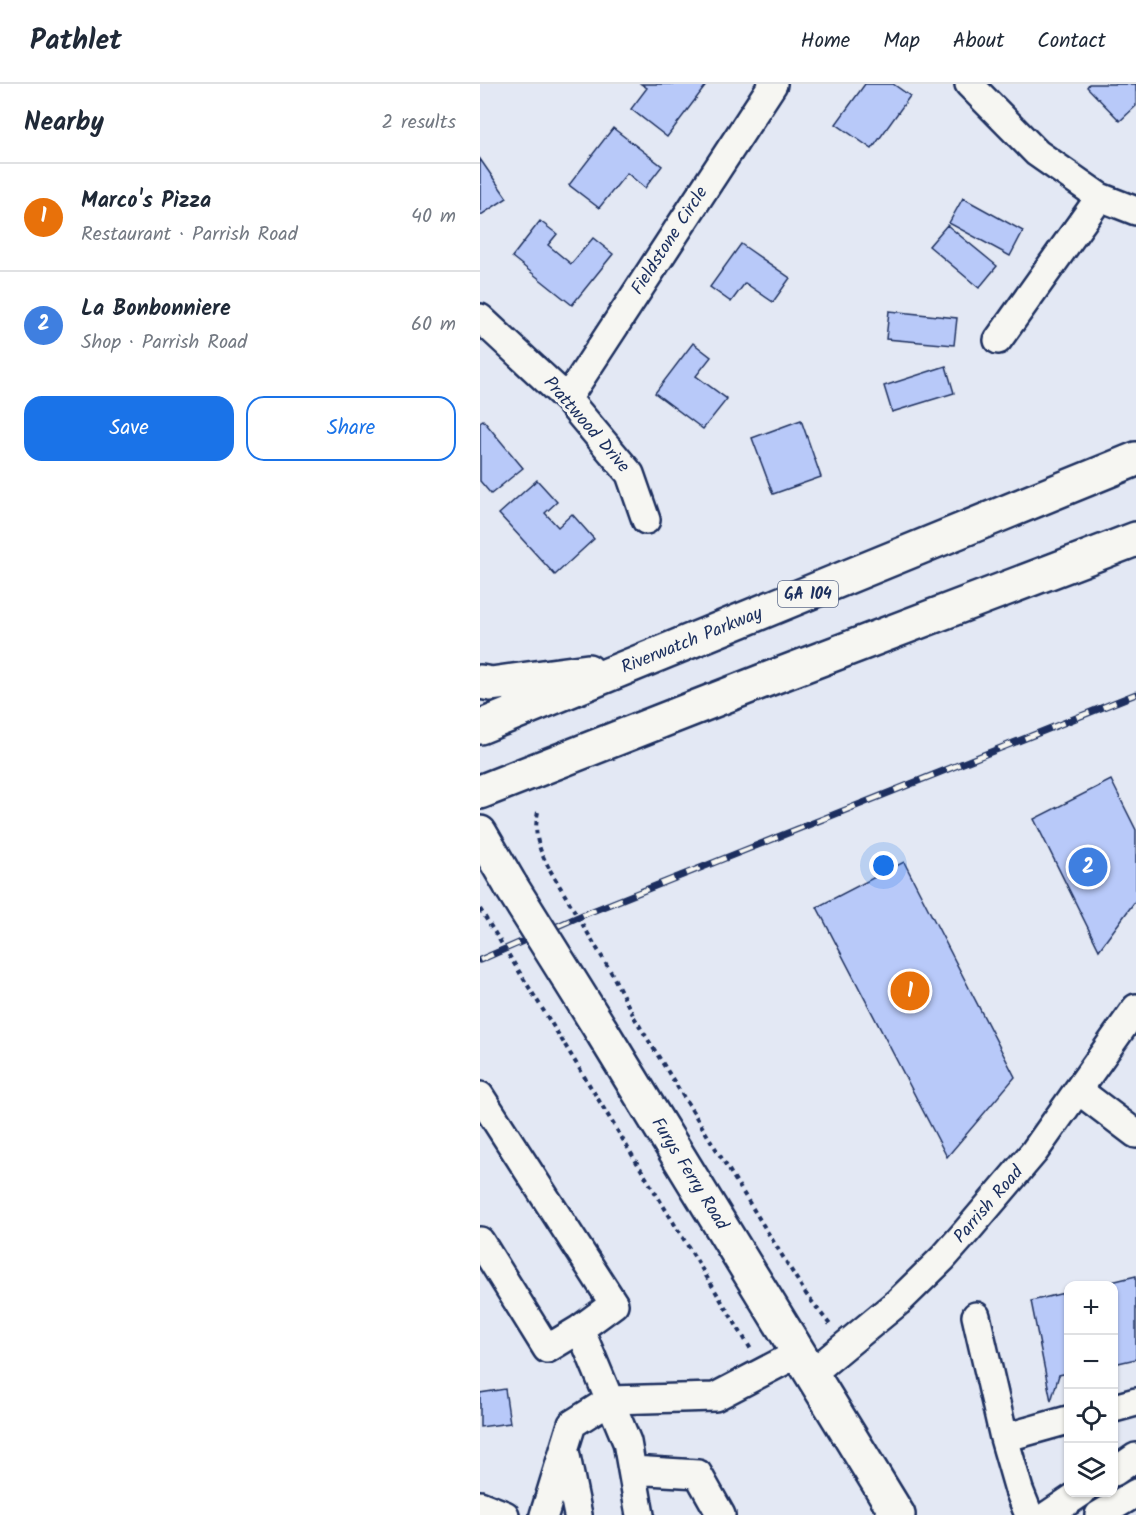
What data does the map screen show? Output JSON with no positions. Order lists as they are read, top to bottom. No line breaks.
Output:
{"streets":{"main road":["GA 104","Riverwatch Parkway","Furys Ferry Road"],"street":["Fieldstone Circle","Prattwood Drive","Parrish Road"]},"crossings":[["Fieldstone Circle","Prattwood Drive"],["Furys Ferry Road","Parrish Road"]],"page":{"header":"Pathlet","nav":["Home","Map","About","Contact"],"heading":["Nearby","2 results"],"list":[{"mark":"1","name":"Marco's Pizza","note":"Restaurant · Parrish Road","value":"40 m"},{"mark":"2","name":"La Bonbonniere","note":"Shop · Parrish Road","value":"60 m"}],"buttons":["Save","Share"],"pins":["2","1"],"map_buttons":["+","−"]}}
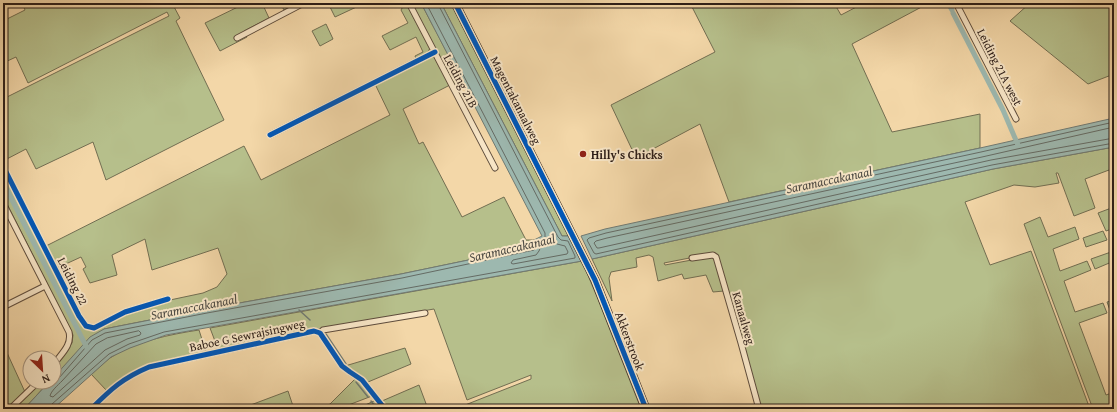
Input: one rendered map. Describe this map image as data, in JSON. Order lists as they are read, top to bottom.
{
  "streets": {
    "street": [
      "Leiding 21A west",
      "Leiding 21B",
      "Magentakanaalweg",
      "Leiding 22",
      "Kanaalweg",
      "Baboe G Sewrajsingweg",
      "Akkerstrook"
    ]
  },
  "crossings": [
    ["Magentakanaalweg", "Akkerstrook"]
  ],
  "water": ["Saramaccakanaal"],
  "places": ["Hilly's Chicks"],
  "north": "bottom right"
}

--*--

Give every entry again as it is, dropping its pictures.

What data does the map screen show? Output JSON with no positions. Order lists as they are read, top to bottom. No line breaks.
Output:
{"streets":{"main road":["GA 104","Riverwatch Parkway","Furys Ferry Road"],"street":["Fieldstone Circle","Prattwood Drive","Parrish Road"]},"crossings":[["Fieldstone Circle","Prattwood Drive"],["Furys Ferry Road","Parrish Road"]],"page":{"header":"Pathlet","nav":["Home","Map","About","Contact"],"heading":["Nearby","2 results"],"list":[{"mark":"1","name":"Marco's Pizza","note":"Restaurant · Parrish Road","value":"40 m"},{"mark":"2","name":"La Bonbonniere","note":"Shop · Parrish Road","value":"60 m"}],"buttons":["Save","Share"],"pins":["2","1"],"map_buttons":["+","−"]}}
Input: one rendered map. Describe this map image as data, in JSON. Order lists as they are read, top to bottom.
{
  "streets": {
    "street": [
      "Leiding 21A west",
      "Leiding 21B",
      "Magentakanaalweg",
      "Leiding 22",
      "Kanaalweg",
      "Baboe G Sewrajsingweg",
      "Akkerstrook"
    ]
  },
  "crossings": [
    ["Magentakanaalweg", "Akkerstrook"]
  ],
  "water": ["Saramaccakanaal"],
  "places": ["Hilly's Chicks"],
  "north": "bottom right"
}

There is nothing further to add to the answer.